After months of investigation, the law firm of Siegel, Yee & Brunner filed a claim on behalf of Oakland City Councilmember Desley Brooks this week against the City Attorney’s office of Oakland alleging that City Attorney Barbara Parker and her staff failed to competently represent Brooks in a lawsuit brought against her and the City by Elaine Brown, a former Black Panther chairwoman.
Barbara Parker, the City Attorney, represented Brooks in a civil trial that concluded in March 2018. The City lost the case and ultimately had to pay a $1.2 million fine and $1 million in legal fees. Brooks was required to pay $75,000.
This is not the only trial Parker and her team have lost. A recent investigation by the East Bay Express found that Parkers’ office lost or settled cases that have cost the City $26,478,638 in approximately 117 lawsuits against the City, not including a recent $12 million judgment in a recent police incident.
“It is clear that City Attorney Parker and her staff have failed to perform their duties and that change is needed,” said Dan Siegel, lead attorney of the firm Siegel, Yee & Brunner in Oakland. Siegel told the Post that he conducted research, interviews and “went through the entire record of the (Brooks vs. Brown) trial—the transcript and the documents that each side filed.”
“The job done by the City Attorney’s office was clearly inadequate…and led to the result that we saw,” he said.
“Our findings make the case that City Attorney Barbara Parker and her staff, through a pattern of negligence, poor preparation, and/or lack of competence, caused an unjustified award of significant money damages against the City of Oakland and grave harm to her reputation and emotional stress to Desley Brooks, councilmember and client of the City Attorney’s office,” said Siegel in a media release.
The case of Elaine Brown v. City of Oakland and Desley Brooks was based on an incident that took place between Brooks and Brown on Oct. 30, 2015 at an Oakland restaurant in Jack London Square. The jury found that Brooks had assaulted Brown by pushing her to the floor.
Elaine Brown is a former Black Panther and currently a nonprofit real estate developer.
However, this claim alleges that the jurors could have come to a different conclusion had City Attorney Parker conducted a stronger case.

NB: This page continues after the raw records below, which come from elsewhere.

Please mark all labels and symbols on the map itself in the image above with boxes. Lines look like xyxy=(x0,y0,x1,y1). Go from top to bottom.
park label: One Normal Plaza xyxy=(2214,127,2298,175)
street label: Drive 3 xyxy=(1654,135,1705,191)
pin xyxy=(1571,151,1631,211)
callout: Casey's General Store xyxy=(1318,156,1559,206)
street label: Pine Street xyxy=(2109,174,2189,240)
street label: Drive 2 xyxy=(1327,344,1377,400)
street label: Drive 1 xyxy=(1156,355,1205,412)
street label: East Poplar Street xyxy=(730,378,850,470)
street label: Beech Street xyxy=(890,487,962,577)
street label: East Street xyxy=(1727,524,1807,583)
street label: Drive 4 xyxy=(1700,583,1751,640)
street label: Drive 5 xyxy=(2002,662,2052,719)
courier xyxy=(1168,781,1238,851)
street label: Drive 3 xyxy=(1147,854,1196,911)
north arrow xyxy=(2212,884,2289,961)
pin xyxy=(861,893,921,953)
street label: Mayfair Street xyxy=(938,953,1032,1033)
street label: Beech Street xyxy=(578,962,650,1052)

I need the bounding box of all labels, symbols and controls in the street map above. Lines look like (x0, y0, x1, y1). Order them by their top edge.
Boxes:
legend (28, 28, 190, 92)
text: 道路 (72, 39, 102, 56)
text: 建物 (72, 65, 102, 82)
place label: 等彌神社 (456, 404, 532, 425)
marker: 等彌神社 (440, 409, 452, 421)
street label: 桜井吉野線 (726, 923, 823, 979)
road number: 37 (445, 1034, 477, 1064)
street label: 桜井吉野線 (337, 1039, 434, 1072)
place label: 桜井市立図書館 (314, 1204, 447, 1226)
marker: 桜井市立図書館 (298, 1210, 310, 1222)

The record shows, according to the claim, that the performance of City Attorney Barbara Parker’s staff led to the verdicts against the City of Oakland and Brooks, through “professional negligence, repeated failure to object to improper evidence, and inability to present a strong case.”
According to the claim, evidence shows that:
- “Brooks acted in reasonable self-defense to protect herself from Elaine Brown.”
- “Brown’s history of threats and violence demonstrated that she was the aggressor in the physical confrontation with Brooks.”
- “Brown’s (action) in retrieving a weapon from her car to continue the confrontation with Brooks shows she was not injured.”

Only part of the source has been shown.